→ BRIEF: For this exercise, reproduce each entry below exactly, excluding pictures.

Start of RECORD EXCERPTS

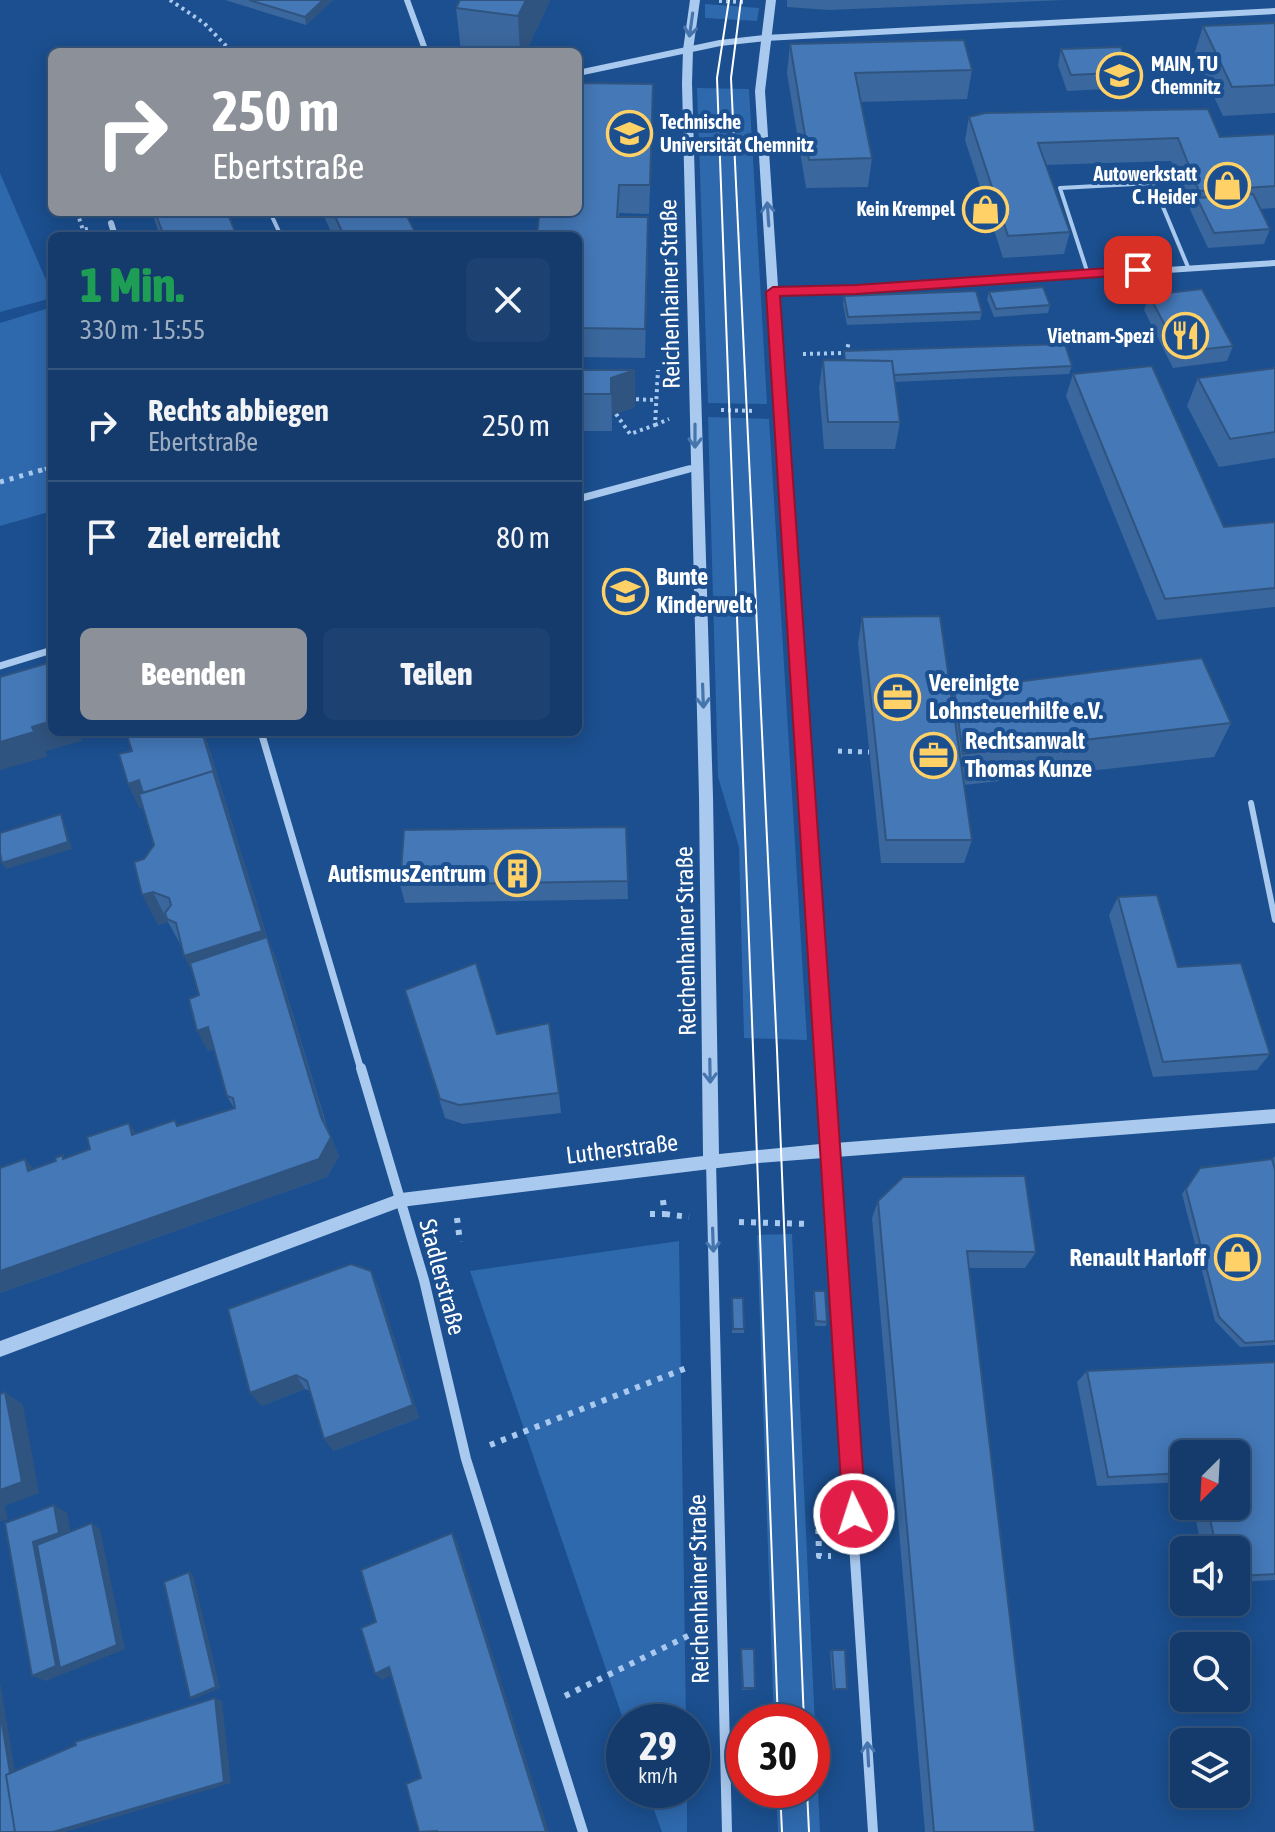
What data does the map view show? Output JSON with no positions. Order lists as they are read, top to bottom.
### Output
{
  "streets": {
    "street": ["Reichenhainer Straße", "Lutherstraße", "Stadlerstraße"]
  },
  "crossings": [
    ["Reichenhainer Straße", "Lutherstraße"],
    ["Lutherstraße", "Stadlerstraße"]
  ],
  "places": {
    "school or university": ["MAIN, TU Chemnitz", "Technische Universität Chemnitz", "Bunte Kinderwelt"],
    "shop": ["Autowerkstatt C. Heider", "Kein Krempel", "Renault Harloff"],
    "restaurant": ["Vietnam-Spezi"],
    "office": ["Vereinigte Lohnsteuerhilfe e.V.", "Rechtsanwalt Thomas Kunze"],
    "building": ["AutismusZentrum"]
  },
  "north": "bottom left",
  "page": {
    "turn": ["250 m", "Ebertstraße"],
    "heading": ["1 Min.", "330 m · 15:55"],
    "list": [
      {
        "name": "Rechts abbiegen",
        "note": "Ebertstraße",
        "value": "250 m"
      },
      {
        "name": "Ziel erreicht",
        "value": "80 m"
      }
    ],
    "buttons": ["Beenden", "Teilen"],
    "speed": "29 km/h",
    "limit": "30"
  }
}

End of RECORD EXCERPTS

→ COMPLETED EXERCISE:
What data does the map view show? Output JSON with no positions. Order lists as they are read, top to bottom.
### Output
{
  "streets": {
    "street": ["Reichenhainer Straße", "Lutherstraße", "Stadlerstraße"]
  },
  "crossings": [
    ["Reichenhainer Straße", "Lutherstraße"],
    ["Lutherstraße", "Stadlerstraße"]
  ],
  "places": {
    "school or university": ["MAIN, TU Chemnitz", "Technische Universität Chemnitz", "Bunte Kinderwelt"],
    "shop": ["Autowerkstatt C. Heider", "Kein Krempel", "Renault Harloff"],
    "restaurant": ["Vietnam-Spezi"],
    "office": ["Vereinigte Lohnsteuerhilfe e.V.", "Rechtsanwalt Thomas Kunze"],
    "building": ["AutismusZentrum"]
  },
  "north": "bottom left",
  "page": {
    "turn": ["250 m", "Ebertstraße"],
    "heading": ["1 Min.", "330 m · 15:55"],
    "list": [
      {
        "name": "Rechts abbiegen",
        "note": "Ebertstraße",
        "value": "250 m"
      },
      {
        "name": "Ziel erreicht",
        "value": "80 m"
      }
    ],
    "buttons": ["Beenden", "Teilen"],
    "speed": "29 km/h",
    "limit": "30"
  }
}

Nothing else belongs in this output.